# DIRECTIONS FOR THIS TASK:
Would you repeat the listing below exactly, with no pictures in it?

# GIVEN INFORMATION:
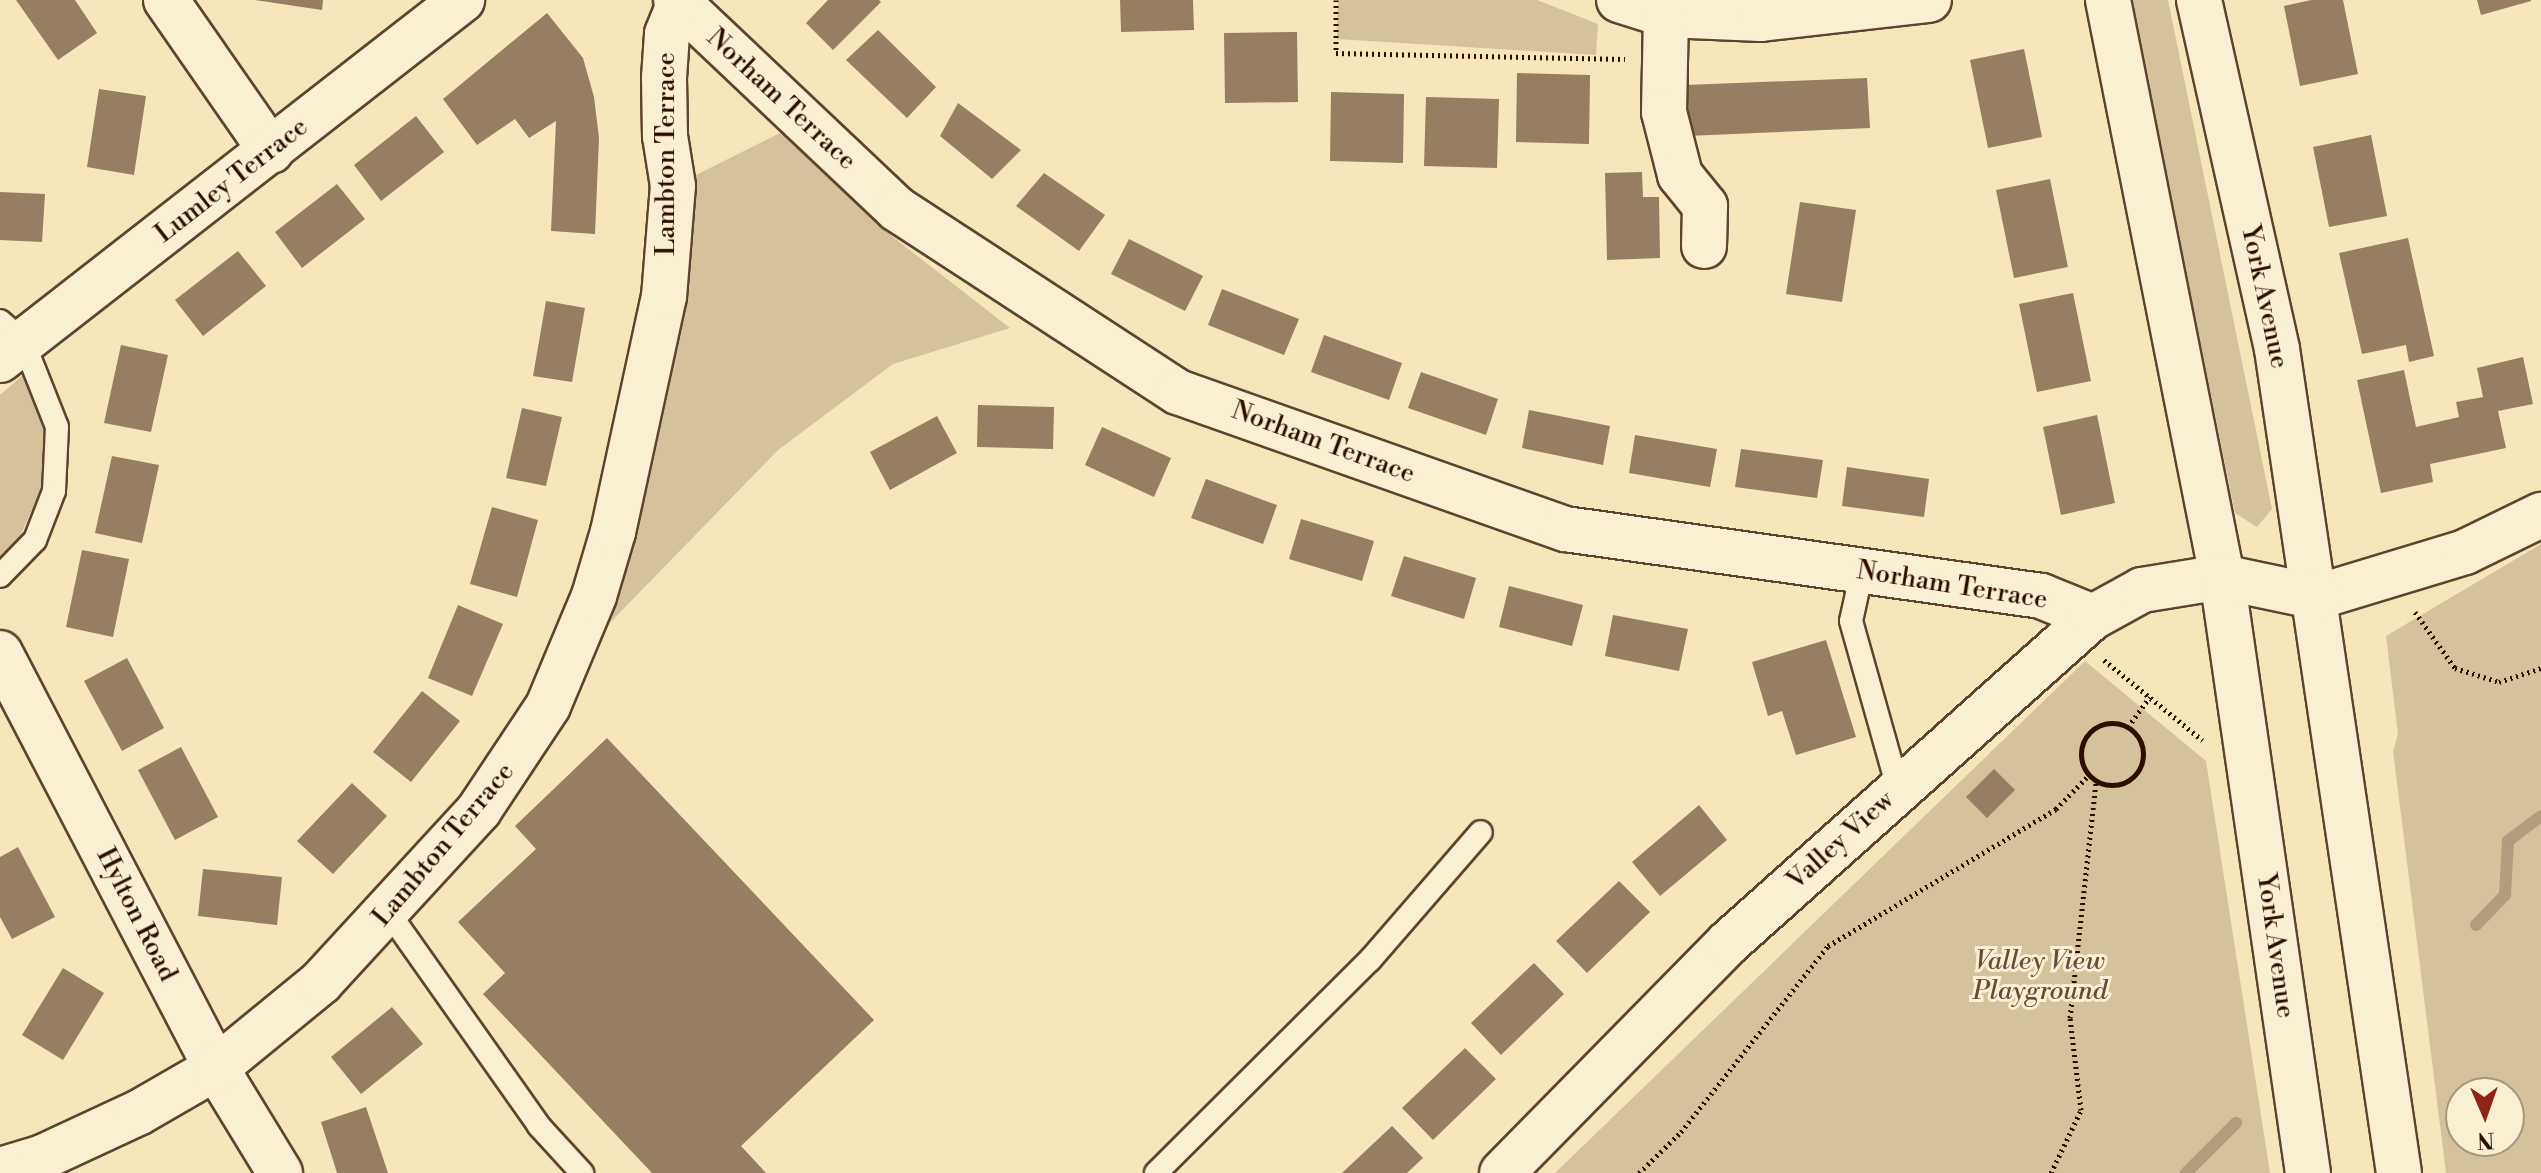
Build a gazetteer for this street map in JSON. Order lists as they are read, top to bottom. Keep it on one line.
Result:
{"streets":{"street":["Norham Terrace","Lambton Terrace","Lumley Terrace","York Avenue","Valley View","Hylton Road"]},"crossings":[["Norham Terrace","Lambton Terrace"],["Norham Terrace","Valley View"],["Lambton Terrace","Hylton Road"],["York Avenue","Valley View"]],"parks":["Valley View Playground"],"north":"bottom"}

# TASK ANSWER:
Build a gazetteer for this street map in JSON. Order lists as they are read, top to bottom. Keep it on one line.
Result:
{"streets":{"street":["Norham Terrace","Lambton Terrace","Lumley Terrace","York Avenue","Valley View","Hylton Road"]},"crossings":[["Norham Terrace","Lambton Terrace"],["Norham Terrace","Valley View"],["Lambton Terrace","Hylton Road"],["York Avenue","Valley View"]],"parks":["Valley View Playground"],"north":"bottom"}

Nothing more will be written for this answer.